PixMob’s Super Bowl Halftime Show experience this year was their third straight, and fourth overall, at North America’s biggest annual sporting event. It follows unforgettable success at last year’s halftime show featuring The Weeknd, and at the Jennifer Lopez and Shakira performances the year before, both shows together totalling over 200 million viewers.
New Tech Tackles Unique Game-Day Challenge
The Los Angeles Rams and Cincinnati Bengals weren’t the only ones aiming to light up the field during the afternoon game. PixMob were challenged to develop immersive illumination technology that would not just function but enthral in the daylight-filled stadium — in other words, the brightest tech yet. Enter NOVA, a new family of high-brightness PixMob products.
PixMob provided 70,000 never-before-seen, NOVA-powered LED laminates to all live audience members as well as the halftime show field cast (dancers, extras, etc.). The laminates, designed in Montreal, are brighter than any device the company has ever made previously. Each laminate has 10 times the brightness of the popular LED event wristbands PixMob is renowned for, and is the same technology now used in the permanent installation built into the seats of the SAP Center, home of the San Jose Sharks.
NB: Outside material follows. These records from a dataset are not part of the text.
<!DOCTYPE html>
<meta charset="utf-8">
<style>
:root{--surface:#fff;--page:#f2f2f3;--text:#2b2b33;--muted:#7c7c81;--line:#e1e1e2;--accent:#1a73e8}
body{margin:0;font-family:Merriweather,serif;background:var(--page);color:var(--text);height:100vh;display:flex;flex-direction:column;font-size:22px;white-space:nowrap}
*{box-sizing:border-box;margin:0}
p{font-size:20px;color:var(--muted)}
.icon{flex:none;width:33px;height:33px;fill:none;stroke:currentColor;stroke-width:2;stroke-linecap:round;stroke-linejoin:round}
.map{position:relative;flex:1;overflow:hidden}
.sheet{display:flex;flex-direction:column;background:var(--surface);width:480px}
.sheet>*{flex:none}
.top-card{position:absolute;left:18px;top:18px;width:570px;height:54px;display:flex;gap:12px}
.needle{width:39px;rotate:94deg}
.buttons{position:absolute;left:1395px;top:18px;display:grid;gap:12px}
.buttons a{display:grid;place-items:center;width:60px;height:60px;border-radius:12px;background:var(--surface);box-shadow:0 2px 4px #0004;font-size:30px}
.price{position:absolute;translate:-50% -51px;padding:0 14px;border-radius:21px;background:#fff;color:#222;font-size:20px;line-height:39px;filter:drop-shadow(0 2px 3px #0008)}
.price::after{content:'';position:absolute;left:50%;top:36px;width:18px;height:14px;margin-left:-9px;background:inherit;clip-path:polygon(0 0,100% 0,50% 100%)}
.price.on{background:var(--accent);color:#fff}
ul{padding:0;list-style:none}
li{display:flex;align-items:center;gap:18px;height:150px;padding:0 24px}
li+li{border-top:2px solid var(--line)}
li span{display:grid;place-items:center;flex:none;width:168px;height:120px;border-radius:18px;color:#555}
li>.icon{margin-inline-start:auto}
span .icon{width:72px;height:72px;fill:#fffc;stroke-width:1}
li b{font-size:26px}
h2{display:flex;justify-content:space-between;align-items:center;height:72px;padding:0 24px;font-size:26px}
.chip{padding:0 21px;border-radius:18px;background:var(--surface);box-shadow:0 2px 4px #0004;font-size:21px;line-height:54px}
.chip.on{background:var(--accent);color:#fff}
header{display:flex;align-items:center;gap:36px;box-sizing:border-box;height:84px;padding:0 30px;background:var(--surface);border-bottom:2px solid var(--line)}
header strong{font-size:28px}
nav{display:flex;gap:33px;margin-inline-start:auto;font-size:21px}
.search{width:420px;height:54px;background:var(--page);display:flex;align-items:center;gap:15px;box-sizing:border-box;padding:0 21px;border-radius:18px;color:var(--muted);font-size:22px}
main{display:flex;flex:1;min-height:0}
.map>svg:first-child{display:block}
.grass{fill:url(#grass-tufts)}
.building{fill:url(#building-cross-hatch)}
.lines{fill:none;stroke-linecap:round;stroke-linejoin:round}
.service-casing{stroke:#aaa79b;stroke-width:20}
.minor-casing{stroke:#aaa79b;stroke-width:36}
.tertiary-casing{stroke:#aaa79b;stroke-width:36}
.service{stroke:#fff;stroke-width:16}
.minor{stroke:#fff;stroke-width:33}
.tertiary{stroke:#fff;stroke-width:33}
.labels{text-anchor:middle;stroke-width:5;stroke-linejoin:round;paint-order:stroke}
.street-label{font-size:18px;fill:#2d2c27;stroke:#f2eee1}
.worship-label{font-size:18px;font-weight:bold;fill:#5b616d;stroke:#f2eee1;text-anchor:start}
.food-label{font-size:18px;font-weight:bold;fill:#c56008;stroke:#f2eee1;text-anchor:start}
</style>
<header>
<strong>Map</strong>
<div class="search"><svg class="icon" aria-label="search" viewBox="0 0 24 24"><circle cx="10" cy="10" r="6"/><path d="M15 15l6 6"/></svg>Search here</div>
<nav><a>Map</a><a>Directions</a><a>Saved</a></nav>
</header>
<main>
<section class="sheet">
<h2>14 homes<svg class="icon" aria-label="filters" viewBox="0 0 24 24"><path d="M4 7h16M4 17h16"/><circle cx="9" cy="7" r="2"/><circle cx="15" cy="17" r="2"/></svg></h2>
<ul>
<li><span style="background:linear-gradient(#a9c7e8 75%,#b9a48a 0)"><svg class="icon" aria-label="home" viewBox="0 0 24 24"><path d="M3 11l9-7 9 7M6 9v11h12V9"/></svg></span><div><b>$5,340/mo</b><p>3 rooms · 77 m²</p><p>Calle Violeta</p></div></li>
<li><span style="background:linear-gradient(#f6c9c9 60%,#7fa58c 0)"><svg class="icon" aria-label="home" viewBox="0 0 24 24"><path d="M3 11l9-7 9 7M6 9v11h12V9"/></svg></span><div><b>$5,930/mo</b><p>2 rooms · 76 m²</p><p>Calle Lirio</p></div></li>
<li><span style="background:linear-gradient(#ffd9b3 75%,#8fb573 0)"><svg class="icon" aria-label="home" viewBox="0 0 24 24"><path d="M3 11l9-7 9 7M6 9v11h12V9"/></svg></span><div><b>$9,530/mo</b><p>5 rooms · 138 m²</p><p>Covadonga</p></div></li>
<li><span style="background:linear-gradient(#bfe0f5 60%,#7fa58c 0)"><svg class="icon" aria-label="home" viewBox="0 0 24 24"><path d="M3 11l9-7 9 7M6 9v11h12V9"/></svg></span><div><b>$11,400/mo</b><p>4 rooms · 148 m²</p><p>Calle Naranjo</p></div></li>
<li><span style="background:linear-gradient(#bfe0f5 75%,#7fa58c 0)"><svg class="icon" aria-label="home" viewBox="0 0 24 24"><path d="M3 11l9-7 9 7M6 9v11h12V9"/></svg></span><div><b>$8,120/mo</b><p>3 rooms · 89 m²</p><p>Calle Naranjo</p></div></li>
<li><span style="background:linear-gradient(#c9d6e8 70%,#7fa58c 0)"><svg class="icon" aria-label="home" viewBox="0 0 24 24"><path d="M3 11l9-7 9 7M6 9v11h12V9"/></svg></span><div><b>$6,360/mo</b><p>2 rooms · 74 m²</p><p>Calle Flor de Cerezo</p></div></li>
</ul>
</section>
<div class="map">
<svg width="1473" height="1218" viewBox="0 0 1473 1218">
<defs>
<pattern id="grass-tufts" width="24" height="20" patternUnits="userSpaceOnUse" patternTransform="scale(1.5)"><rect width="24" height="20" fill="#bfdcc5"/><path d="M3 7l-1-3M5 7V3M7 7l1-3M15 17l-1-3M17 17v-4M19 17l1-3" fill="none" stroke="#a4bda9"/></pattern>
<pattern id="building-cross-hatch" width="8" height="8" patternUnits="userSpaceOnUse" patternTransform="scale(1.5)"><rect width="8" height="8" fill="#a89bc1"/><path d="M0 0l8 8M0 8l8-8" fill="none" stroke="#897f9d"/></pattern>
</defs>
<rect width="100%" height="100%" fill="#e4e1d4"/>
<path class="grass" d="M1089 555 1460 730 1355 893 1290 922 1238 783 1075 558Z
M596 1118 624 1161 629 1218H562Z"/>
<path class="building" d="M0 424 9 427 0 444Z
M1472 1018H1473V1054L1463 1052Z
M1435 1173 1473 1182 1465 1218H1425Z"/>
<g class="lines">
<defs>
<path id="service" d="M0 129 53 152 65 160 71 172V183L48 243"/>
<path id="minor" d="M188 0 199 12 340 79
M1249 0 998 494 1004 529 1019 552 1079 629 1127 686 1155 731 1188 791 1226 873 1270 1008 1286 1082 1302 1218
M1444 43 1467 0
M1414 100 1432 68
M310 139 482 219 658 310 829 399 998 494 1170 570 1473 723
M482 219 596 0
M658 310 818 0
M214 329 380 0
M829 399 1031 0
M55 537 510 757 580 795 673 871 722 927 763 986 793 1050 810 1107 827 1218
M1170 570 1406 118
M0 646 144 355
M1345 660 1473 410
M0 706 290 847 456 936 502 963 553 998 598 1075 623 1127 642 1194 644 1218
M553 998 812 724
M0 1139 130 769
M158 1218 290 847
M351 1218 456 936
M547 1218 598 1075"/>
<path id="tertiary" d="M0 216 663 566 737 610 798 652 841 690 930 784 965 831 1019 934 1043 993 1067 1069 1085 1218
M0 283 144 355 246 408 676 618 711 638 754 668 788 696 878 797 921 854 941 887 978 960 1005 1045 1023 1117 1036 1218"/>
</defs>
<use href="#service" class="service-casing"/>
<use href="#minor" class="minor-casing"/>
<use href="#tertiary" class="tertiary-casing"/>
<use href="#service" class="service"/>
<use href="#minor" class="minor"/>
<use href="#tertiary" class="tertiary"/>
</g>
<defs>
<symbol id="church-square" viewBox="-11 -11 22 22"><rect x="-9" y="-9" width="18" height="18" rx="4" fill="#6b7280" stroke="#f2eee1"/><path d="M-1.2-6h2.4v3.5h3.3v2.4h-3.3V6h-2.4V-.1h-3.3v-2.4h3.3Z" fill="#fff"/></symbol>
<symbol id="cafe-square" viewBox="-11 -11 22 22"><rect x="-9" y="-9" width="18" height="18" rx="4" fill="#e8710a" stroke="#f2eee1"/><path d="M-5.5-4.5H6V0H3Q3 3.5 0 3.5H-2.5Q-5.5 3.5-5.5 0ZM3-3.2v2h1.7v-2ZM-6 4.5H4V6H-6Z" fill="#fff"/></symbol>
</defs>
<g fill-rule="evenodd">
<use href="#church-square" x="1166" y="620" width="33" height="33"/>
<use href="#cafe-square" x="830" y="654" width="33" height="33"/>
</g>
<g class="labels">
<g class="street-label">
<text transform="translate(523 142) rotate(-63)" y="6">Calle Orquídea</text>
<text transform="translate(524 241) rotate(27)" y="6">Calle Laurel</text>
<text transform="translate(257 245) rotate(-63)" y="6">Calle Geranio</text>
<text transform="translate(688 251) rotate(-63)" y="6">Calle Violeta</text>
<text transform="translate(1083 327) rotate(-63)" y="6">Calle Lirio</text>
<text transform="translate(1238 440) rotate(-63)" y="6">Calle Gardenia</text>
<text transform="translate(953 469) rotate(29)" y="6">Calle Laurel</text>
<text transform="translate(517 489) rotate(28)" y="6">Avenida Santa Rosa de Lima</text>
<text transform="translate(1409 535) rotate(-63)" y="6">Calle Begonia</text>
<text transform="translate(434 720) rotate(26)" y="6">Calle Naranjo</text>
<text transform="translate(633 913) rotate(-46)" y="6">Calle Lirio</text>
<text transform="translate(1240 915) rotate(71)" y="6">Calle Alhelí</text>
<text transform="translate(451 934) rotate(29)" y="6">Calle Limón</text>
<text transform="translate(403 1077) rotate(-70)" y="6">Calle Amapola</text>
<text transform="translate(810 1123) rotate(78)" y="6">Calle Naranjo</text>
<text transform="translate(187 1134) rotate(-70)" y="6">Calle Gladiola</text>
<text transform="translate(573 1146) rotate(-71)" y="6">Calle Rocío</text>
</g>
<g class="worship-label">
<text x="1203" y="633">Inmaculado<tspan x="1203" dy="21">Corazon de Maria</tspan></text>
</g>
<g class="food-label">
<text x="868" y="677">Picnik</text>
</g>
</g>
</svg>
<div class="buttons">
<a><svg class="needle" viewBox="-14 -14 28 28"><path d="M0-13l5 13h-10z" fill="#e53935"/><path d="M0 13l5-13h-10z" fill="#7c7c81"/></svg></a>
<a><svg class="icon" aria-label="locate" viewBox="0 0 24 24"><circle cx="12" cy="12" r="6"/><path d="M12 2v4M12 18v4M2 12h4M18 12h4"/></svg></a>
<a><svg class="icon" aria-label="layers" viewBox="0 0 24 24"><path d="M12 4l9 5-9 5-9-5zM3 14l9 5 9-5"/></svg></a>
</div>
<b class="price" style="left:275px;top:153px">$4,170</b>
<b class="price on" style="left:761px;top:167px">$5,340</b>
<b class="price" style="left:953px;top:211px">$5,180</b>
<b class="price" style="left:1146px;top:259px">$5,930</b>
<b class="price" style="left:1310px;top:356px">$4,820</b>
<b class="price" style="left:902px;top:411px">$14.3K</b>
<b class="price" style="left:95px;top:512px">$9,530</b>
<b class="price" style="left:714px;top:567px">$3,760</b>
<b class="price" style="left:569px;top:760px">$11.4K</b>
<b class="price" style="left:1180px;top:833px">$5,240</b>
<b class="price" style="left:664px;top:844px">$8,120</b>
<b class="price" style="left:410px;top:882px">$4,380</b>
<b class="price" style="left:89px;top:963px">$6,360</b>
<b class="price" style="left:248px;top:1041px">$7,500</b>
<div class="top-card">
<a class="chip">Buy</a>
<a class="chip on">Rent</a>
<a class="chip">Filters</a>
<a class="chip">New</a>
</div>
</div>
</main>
The result was sensational, with PixMob again demonstrating their signature ability to reinvent themselves to transform audiences into a vibrant, pulsating and entrancing canvas of light.
“When we saw the stadium with its clear roof for the first time, we thought this might be tough. With our engineers, we got to work and did some electronic alchemy to take an existing circuit and super charge it. As we like to say, we must innovate or disappear,” said Vincent Leclerc, CEO, PixMob.